***** Records shown
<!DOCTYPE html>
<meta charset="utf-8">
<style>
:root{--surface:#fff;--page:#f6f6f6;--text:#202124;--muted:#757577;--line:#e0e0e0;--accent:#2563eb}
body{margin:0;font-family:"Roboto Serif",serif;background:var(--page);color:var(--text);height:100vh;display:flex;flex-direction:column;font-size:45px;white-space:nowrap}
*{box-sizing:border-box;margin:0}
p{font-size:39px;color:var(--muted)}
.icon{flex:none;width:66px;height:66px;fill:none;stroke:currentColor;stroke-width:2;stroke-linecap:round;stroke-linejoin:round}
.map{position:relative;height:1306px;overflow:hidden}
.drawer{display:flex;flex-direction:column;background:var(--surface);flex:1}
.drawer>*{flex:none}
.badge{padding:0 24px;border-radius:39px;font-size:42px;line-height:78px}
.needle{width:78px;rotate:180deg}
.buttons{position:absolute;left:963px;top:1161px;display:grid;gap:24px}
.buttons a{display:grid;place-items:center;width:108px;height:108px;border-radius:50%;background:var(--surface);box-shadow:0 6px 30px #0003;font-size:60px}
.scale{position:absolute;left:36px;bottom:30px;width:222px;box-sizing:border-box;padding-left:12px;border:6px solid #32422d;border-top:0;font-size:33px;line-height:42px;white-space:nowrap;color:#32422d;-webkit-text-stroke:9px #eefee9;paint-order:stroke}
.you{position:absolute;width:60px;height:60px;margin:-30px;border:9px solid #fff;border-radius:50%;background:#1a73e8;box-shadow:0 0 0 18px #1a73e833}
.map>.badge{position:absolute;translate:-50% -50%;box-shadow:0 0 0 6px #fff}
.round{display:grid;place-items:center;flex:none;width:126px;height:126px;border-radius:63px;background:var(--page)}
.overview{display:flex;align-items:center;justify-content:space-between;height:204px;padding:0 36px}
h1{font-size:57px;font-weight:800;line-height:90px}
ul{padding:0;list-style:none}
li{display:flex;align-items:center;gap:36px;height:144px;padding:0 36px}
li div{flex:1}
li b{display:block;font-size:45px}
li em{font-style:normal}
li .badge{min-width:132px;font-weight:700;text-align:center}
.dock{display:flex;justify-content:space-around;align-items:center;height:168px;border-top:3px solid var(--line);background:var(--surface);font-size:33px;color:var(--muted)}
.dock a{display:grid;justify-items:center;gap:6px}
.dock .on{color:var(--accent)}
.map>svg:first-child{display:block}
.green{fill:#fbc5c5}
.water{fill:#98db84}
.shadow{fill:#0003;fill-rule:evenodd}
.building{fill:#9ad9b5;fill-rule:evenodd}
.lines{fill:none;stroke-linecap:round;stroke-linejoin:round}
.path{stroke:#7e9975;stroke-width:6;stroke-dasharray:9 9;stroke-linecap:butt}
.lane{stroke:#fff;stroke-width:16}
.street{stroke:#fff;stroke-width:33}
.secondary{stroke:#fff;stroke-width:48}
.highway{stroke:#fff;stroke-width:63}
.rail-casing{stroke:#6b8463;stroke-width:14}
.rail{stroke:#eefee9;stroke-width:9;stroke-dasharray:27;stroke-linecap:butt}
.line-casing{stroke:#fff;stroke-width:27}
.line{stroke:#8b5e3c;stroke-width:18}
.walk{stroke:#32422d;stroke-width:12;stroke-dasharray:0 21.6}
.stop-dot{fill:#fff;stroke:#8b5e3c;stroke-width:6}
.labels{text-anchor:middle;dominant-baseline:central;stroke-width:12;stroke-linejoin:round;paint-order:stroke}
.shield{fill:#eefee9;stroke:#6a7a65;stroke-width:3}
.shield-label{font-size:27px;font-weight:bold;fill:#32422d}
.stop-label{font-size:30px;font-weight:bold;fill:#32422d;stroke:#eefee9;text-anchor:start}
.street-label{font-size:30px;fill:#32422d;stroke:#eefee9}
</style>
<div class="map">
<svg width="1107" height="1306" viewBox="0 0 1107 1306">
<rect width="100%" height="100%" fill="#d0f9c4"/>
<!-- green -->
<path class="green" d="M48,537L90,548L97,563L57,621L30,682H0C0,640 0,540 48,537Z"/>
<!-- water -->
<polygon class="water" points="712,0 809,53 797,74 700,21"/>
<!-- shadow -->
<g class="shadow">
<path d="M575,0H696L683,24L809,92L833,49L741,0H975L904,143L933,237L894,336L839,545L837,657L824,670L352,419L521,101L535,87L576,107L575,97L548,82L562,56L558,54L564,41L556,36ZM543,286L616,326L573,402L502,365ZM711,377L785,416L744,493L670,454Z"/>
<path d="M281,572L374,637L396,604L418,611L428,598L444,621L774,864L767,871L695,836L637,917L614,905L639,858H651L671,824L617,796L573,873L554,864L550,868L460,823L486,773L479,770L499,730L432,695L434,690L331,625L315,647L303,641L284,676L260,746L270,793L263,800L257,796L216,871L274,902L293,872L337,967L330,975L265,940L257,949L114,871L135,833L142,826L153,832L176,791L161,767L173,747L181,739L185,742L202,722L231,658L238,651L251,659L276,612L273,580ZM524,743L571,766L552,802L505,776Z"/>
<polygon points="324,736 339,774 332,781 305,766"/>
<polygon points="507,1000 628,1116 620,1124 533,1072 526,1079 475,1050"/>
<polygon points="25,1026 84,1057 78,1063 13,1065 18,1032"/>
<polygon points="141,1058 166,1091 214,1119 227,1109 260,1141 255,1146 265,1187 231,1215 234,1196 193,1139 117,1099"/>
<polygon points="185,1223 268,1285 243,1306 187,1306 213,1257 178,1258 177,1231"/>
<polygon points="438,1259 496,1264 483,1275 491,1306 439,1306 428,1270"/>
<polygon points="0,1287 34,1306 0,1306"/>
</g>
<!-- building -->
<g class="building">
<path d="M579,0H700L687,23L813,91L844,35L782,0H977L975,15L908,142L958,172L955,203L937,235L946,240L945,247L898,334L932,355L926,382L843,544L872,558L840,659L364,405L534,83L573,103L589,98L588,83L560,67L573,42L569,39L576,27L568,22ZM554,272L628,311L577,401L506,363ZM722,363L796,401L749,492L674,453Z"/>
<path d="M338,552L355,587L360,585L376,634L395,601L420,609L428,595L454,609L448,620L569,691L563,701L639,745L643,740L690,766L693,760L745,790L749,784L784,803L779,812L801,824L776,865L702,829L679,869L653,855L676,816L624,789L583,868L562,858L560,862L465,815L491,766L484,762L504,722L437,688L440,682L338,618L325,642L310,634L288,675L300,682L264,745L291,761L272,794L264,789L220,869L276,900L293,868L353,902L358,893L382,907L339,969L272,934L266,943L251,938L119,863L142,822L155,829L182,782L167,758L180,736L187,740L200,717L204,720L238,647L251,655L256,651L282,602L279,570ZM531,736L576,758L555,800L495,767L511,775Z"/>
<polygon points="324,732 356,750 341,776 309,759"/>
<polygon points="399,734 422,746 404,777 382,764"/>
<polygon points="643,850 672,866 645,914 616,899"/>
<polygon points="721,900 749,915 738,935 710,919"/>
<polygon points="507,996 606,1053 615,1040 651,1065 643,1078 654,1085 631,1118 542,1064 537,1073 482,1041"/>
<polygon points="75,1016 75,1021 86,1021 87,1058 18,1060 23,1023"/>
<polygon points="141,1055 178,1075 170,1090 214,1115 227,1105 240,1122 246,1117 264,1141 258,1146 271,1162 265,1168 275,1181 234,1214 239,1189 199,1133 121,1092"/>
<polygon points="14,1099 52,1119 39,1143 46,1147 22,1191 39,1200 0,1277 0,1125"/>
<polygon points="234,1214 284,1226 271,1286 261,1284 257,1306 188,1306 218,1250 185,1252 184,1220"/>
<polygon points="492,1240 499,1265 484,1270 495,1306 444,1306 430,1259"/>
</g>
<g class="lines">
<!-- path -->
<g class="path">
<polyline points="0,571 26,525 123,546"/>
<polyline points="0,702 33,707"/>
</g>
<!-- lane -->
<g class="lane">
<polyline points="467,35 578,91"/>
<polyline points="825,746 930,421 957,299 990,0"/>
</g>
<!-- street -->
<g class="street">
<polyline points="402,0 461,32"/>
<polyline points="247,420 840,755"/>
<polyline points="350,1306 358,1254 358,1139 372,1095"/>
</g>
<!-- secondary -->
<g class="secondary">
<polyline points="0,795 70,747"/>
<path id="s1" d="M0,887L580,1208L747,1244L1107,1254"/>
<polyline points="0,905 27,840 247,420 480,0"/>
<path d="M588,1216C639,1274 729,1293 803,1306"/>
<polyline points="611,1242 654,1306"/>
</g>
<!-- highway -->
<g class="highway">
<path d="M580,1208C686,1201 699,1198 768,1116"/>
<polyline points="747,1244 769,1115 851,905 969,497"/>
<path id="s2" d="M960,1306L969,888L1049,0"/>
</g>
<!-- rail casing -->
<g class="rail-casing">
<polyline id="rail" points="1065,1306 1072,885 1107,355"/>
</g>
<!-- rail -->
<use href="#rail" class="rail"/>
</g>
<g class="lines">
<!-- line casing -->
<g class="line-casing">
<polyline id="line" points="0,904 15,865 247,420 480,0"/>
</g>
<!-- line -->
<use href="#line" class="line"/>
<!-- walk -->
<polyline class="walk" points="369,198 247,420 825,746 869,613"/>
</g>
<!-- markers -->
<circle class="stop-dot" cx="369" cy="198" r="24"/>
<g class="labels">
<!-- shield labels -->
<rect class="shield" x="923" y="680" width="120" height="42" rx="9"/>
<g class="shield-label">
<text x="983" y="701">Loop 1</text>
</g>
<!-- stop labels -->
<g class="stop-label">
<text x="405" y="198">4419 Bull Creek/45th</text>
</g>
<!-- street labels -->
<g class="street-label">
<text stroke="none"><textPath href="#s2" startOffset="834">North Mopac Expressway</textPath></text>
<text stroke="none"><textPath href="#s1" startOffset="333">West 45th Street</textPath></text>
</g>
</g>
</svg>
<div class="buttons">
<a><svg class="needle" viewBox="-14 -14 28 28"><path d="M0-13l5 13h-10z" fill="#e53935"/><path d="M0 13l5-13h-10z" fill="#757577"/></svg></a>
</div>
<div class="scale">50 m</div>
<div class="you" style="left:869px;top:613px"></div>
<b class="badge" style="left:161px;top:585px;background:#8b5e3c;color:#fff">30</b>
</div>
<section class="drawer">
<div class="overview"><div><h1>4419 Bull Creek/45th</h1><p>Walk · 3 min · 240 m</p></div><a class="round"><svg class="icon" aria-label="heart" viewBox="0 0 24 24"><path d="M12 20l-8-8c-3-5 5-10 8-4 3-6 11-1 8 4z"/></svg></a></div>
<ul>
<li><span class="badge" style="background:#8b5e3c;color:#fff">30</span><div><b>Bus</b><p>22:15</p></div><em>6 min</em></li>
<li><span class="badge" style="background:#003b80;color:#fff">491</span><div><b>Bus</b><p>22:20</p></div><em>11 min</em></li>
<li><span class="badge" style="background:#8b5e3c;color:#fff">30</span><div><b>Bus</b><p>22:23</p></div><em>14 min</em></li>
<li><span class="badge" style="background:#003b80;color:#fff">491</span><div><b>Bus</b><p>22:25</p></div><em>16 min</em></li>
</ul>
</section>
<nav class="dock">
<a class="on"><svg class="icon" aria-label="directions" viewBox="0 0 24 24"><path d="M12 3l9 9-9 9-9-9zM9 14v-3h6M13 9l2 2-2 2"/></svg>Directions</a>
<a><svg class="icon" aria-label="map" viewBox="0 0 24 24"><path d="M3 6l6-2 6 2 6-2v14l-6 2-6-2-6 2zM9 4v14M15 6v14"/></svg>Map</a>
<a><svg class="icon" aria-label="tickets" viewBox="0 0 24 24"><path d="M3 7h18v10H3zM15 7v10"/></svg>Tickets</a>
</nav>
**********
### Work order
Look through the material above for "column" and copy the lines that have it.

### Answer for the task
body{margin:0;font-family:"Roboto Serif",serif;background:var(--page);color:var(--text);height:100vh;display:flex;flex-direction:column;font-size:45px;white-space:nowrap}
.drawer{display:flex;flex-direction:column;background:var(--surface);flex:1}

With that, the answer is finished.